AtariLab was developed at Dickinson College under the direction of physics professor, Dr. Priscilla Laws. Dr. Laws joined the faculty at Dickinson in 1965. She has dedicated herself to the development of activity-based curricular materials and computer software to enhance student learning in introductory physics courses — which started with AtariLab.
This interview took place May 14, 2015
“I saw somebody dip a thermistor into cold water — ice water — and a real-time cooling curve was appearing on the screen. And it blew me away.”
“So, Ron said: ‘I watched Ray Kassar open the safe, and he pulled $200,000 in bills out of the safe. He handed it to the woman and he said “Please say no more.”’”
I remember when articles about AtariLab first appeared in the Atari magazines. This was shortly after the Atari Hardware Manual became available at stores in Canada, some time in 1983(?), and I was quick to pick up a copy. I didn't do much with the information directly, I was more interested in playing games that writing them. But my friend Oliver Kenkel had that creative spark and I became a sort of walking encyclopedia, telling him about the latest trick of the system I had read about, only to find he would develop it into some sort of program in a couple of days. In this case an article appeared in Creative Computing (IIRC) about how to make a light pen for the Atari using a common pen flashlight from Radio Shack. I dove into the Hardware Manual to understand how it worked, and then described it to Oliver. He proved uninterested in the light pen (which never worked anyway, the value jumped all over the screen) but quickly adapted the concept for a microphone input.
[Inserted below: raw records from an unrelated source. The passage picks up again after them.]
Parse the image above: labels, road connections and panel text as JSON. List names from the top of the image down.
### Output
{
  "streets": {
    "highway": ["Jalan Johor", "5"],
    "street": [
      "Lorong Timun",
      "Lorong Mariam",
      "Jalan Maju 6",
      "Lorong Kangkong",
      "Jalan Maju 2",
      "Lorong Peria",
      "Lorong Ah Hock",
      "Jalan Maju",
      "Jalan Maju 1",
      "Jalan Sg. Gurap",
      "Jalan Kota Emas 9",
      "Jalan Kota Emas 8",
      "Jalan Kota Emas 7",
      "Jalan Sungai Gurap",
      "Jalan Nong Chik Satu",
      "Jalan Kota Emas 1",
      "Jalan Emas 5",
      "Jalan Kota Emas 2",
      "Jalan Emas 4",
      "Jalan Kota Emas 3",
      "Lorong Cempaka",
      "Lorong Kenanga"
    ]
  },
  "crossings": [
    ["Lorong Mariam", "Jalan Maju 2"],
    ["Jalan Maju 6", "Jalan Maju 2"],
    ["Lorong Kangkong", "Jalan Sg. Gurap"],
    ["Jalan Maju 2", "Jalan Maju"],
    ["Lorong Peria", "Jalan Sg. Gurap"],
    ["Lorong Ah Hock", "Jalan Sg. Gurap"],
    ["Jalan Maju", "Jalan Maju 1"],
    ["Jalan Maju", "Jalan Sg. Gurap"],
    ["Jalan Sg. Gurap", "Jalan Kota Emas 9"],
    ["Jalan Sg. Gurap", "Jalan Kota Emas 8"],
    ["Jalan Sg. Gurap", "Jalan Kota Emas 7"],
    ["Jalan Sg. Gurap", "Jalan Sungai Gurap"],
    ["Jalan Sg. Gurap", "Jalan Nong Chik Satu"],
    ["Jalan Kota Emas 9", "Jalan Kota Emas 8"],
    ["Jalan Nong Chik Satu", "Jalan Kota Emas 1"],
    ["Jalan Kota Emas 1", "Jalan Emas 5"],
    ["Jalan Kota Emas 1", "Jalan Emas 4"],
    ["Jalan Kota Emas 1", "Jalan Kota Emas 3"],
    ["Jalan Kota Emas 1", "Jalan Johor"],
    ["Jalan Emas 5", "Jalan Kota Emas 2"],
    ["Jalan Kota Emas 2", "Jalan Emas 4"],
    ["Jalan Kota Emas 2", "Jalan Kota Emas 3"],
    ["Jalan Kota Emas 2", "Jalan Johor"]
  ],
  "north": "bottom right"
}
At first he tried to make a voice input system, but found he couldn't sample it nearly fast enough to do anything useful. However, Oliver was very much into lucid dreaming, so he adapted it as a trigger that would turn on the cassette drive whenever he made enough noise, with the program also logging out when it turned on and for how long. He would press record on the tape deck and run the program before turning in. He was fascinated by the resulting recordings of his mumbling, although the rest of us found it a bit boring. When AtariLab was announced a few months later we considered packaging up what we had as a Sound Module. We tried to contact Atari and reach the people behind the system, but Atari was in turmoil and we were two poor 15 year old kids, so that's as far as that went. Given how trivial it was to adapt the POT inputs to act as generalized voltage sensors, I find it surprising that such devices were not widespread and available earlier.